#### [Exercise aim]
Without changing a single character, copy every record below.
[Start of section]
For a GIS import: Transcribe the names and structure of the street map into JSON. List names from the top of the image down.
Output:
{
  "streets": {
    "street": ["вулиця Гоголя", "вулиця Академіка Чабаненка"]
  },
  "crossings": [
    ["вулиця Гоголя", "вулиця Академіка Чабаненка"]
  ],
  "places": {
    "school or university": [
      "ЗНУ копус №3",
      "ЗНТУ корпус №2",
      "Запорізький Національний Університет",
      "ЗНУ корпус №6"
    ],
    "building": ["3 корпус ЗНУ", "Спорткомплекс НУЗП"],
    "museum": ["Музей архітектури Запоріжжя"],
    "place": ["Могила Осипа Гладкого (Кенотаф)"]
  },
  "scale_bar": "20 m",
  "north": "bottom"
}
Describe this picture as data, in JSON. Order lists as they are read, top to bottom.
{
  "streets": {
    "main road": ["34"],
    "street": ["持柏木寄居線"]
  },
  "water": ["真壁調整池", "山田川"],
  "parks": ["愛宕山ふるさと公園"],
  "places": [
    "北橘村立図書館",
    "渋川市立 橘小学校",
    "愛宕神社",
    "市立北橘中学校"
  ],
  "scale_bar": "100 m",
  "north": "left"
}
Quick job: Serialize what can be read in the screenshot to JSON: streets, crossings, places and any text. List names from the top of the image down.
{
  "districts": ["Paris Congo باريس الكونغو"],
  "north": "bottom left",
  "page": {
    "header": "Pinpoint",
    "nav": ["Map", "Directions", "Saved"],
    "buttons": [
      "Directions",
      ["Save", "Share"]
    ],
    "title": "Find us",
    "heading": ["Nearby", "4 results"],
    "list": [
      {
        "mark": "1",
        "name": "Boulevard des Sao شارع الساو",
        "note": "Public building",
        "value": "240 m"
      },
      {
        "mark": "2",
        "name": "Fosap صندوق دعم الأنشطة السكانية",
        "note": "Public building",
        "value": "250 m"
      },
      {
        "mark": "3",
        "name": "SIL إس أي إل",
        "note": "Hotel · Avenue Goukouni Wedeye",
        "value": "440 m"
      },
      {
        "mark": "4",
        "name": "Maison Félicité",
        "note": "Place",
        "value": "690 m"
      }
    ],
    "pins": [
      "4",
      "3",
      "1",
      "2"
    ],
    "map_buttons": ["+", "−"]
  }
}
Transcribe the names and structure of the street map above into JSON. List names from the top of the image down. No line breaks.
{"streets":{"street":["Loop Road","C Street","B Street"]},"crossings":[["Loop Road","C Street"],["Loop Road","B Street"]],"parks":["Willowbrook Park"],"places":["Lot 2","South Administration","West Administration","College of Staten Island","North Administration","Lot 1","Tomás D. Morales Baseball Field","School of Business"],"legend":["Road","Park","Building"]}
[End of section]
#### [Task solution]
For a GIS import: Transcribe the names and structure of the street map into JSON. List names from the top of the image down.
Output:
{
  "streets": {
    "street": ["вулиця Гоголя", "вулиця Академіка Чабаненка"]
  },
  "crossings": [
    ["вулиця Гоголя", "вулиця Академіка Чабаненка"]
  ],
  "places": {
    "school or university": [
      "ЗНУ копус №3",
      "ЗНТУ корпус №2",
      "Запорізький Національний Університет",
      "ЗНУ корпус №6"
    ],
    "building": ["3 корпус ЗНУ", "Спорткомплекс НУЗП"],
    "museum": ["Музей архітектури Запоріжжя"],
    "place": ["Могила Осипа Гладкого (Кенотаф)"]
  },
  "scale_bar": "20 m",
  "north": "bottom"
}
Describe this picture as data, in JSON. Order lists as they are read, top to bottom.
{
  "streets": {
    "main road": ["34"],
    "street": ["持柏木寄居線"]
  },
  "water": ["真壁調整池", "山田川"],
  "parks": ["愛宕山ふるさと公園"],
  "places": [
    "北橘村立図書館",
    "渋川市立 橘小学校",
    "愛宕神社",
    "市立北橘中学校"
  ],
  "scale_bar": "100 m",
  "north": "left"
}
Quick job: Serialize what can be read in the screenshot to JSON: streets, crossings, places and any text. List names from the top of the image down.
{
  "districts": ["Paris Congo باريس الكونغو"],
  "north": "bottom left",
  "page": {
    "header": "Pinpoint",
    "nav": ["Map", "Directions", "Saved"],
    "buttons": [
      "Directions",
      ["Save", "Share"]
    ],
    "title": "Find us",
    "heading": ["Nearby", "4 results"],
    "list": [
      {
        "mark": "1",
        "name": "Boulevard des Sao شارع الساو",
        "note": "Public building",
        "value": "240 m"
      },
      {
        "mark": "2",
        "name": "Fosap صندوق دعم الأنشطة السكانية",
        "note": "Public building",
        "value": "250 m"
      },
      {
        "mark": "3",
        "name": "SIL إس أي إل",
        "note": "Hotel · Avenue Goukouni Wedeye",
        "value": "440 m"
      },
      {
        "mark": "4",
        "name": "Maison Félicité",
        "note": "Place",
        "value": "690 m"
      }
    ],
    "pins": [
      "4",
      "3",
      "1",
      "2"
    ],
    "map_buttons": ["+", "−"]
  }
}
Transcribe the names and structure of the street map above into JSON. List names from the top of the image down. No line breaks.
{"streets":{"street":["Loop Road","C Street","B Street"]},"crossings":[["Loop Road","C Street"],["Loop Road","B Street"]],"parks":["Willowbrook Park"],"places":["Lot 2","South Administration","West Administration","College of Staten Island","North Administration","Lot 1","Tomás D. Morales Baseball Field","School of Business"],"legend":["Road","Park","Building"]}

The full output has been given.